The arbitration shall be held in Houston, Texas. The Company shall
not oppose the Indemnitee's right to seek any such adjudication or award in
arbitration or any other claim. Such judicial proceeding or arbitration shall be
made de novo, and the Indemnitee shall not be prejudiced by reason of a
determination (if so made) that the Indemnitee is not entitled to
indemnification. If a determination is made or deemed to have been made pursuant
to the terms of Section 9 or Section 10 hereof that the Indemnitee is entitled
to indemnification, the Company shall be bound by such determination and shall
be precluded from asserting that such determination has not been made or that
the procedure by which such determination was made is not valid, binding and
enforceable. The Company further agrees to stipulate in any such court or before
any such arbitrator that the Company is bound by all the provisions of this
Agreement and is precluded from making any assertions to the contrary. If the
court or arbitrator shall determine that the Indemnitee is entitled to any
indemnification hereunder, the Company shall pay all reasonable Expenses
actually incurred by the Indemnitee in connection with such adjudication or
award in arbitration (including, but not limited to, any appellate
proceedings).
13. NOTIFICATION
AND DEFENSE OF CLAIM. Promptly after receipt by the Indemnitee of
notice of the commencement of any action, suit or proceeding, the Indemnitee
will, if a claim in respect thereof is to be made against the Company under this
Agreement, notify the Company in writing of the commencement thereof. The
omission by the Indemnitee to so notify the Company will not relieve the Company
from any liability that it may have to the Indemnitee under this Agreement or
otherwise, except to the extent that the Company may suffer material prejudice
by reason of such failure. Notwithstanding any other provision of this
Agreement, with respect to any such action, suit or proceeding as to which the
Indemnitee gives notice to the Company of the commencement thereof:
(a) The
Company will be entitled to participate therein at its own expense.
(b) Except
as otherwise provided in this Section 13(b), to the extent that it may wish, the
Company, jointly with any other indemnifying party similarly notified, shall be
entitled to assume the defense thereof with counsel reasonably satisfactory to
the Indemnitee. After notice from the Company to the Indemnitee of its election
to so assume the defense thereof, Company shall not be liable to the Indemnitee
under this Agreement for any legal or other Expenses subsequently incurred by
the Indemnitee in connection with the defense thereof other than reasonable
costs of investigation or as otherwise provided below. The Indemnitee shall have
the right to employ the Indemnitee's own counsel in such action, suit or
proceeding, but the fees and Expenses of such counsel incurred after notice from
the Company of its assumption of the defense thereof shall be at the expense of
the Indemnitee unless (i) the employment of counsel by the Indemnitee has been
authorized by the Company, (ii) the Indemnitee shall have reasonably concluded
that there may be a conflict of interest between the Company and the Indemnitee
in the conduct of the defense of such action and such determination by the
Indemnitee shall be supported by an opinion of counsel, which opinion shall be
reasonably acceptable to the Company, or (iii) the Company shall not in fact
have employed counsel to assume the defense of the action, in each of which
cases the fees and Expenses of counsel shall be at the expense of the Company.
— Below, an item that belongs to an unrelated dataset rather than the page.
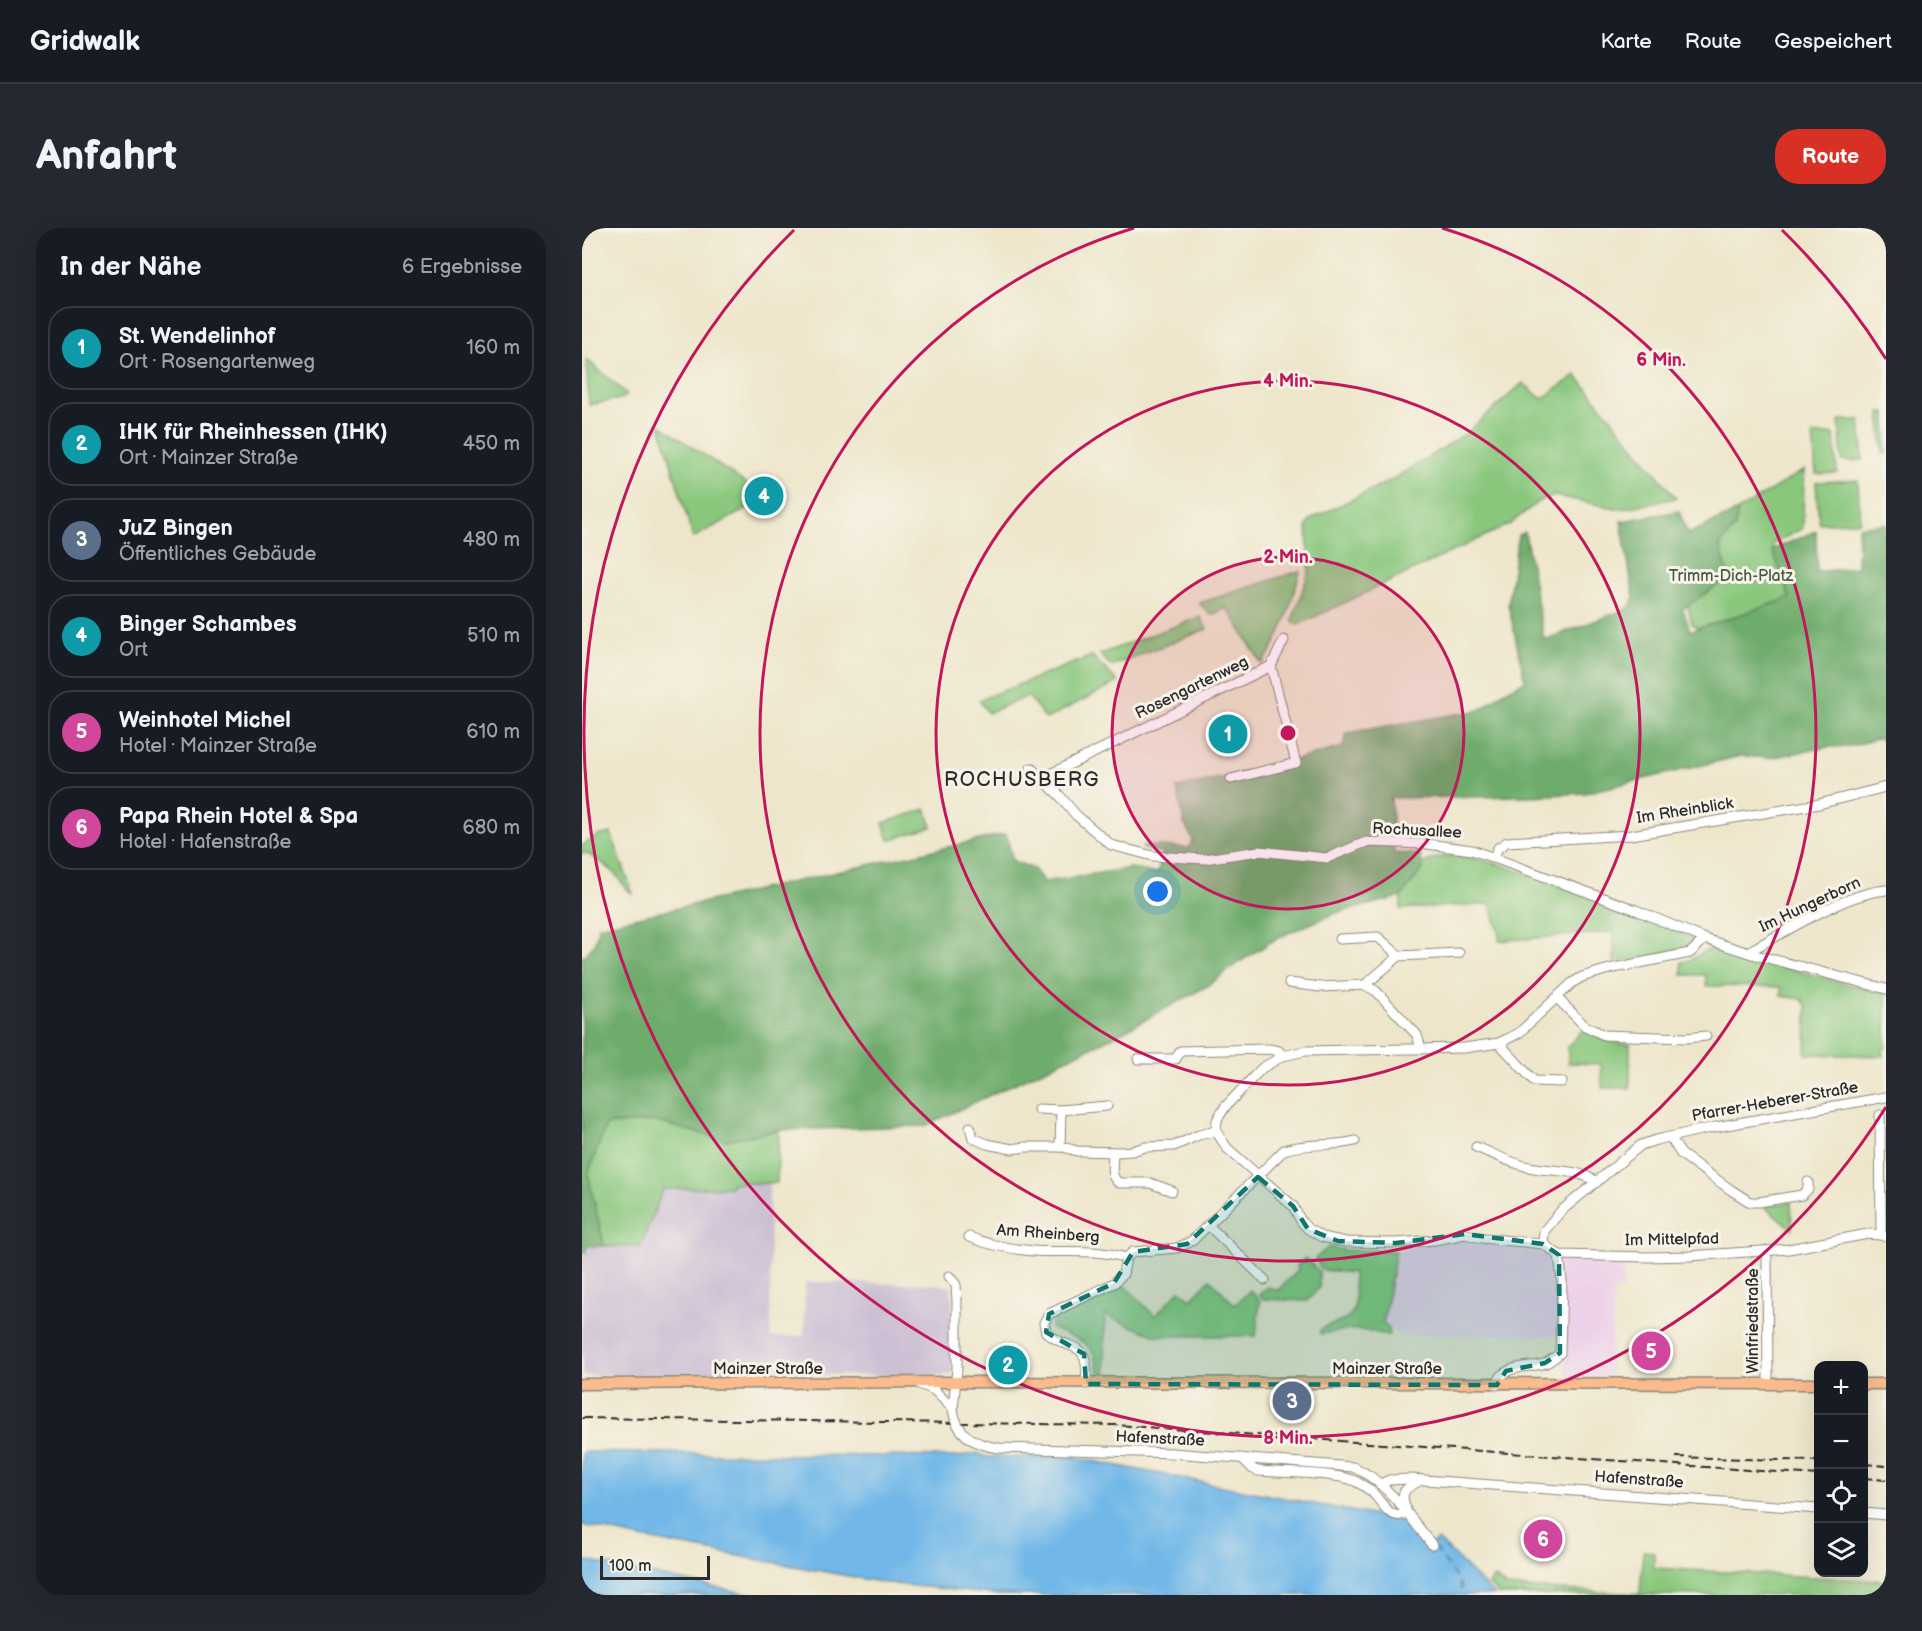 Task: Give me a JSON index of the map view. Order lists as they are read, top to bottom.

The Company shall not be entitled to assume the defense of any action, suit or
proceeding brought by or on behalf of the Company or as to which the Indemnitee
shall have reached the conclusion provided for in clause (ii)
above.
(c) The
Company shall not be liable to indemnify the Indemnitee under this Agreement for
any amounts paid in settlement of any action, suit or proceeding affected
without its written consent, which consent shall not be unreasonably withheld.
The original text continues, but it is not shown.